With SQL 2008 this all changes. I'll talk you through the different types of compression available in Microsoft SQL Server 2008 and what benefits they brought our BW production system.
To start with, our productive environment was 92,372Mb. It's pretty well maintained and we try to keep the size down with archiving, data deletion and good maintenance and it was some 120Gb+ a year ago.
Note!!! If you are going to do any of this, then read SAP Note 991014 - Row Compression/Vardecimal on SQL Server. You do any of this at your own risk. Obviously don't do this in a productive system before proving it in a non-productive environment.
1) Row level compression
The word "Compression" is a misnomer and this doesn't do any compression.

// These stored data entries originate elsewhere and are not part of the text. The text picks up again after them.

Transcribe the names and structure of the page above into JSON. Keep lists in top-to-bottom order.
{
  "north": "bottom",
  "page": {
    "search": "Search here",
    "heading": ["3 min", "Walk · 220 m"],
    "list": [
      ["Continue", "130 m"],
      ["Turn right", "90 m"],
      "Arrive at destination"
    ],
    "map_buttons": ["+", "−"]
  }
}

This mechanism only works on tables with numbers in them (decimal columns). MSSQL then stores decimal data not as fixed size fields, but just using the amount of space it requires. Specifically, the value "0" only requires 4-bits of space.
Note that on new installations of SAP, this is already the default option. You will see this in the analyse report below, if that is the case.
To do row compression make sure you download the latest version of the transports attached to Note 991014, then run ABAP report RSDD_MSSQL_CUBEANALYZE. Select the 100,000 largest tables and "Use Row Compression", and click "Start Checks". You can refresh the screen till its done - it should take 5 minutes, so go and get a cup of tea. When "CheckJobActiv" says no, it will show you a list of tables and their sizes. Click in the middle and select Ctrl-A to select all rows, then click "Compress Selected Table(s)". You may as well do all the tables, although the biggest benefit comes from the top 100.
This will take several hours on a small system and maybe much longer on a bigger system. It will also generate a lot of transaction logs, so you may want to change your transaction log style to BULK LOAD to reduce these. In our system I just ran it at a quiet time. On large productive systems you may need to run it in smaller chunks, during your support intervals.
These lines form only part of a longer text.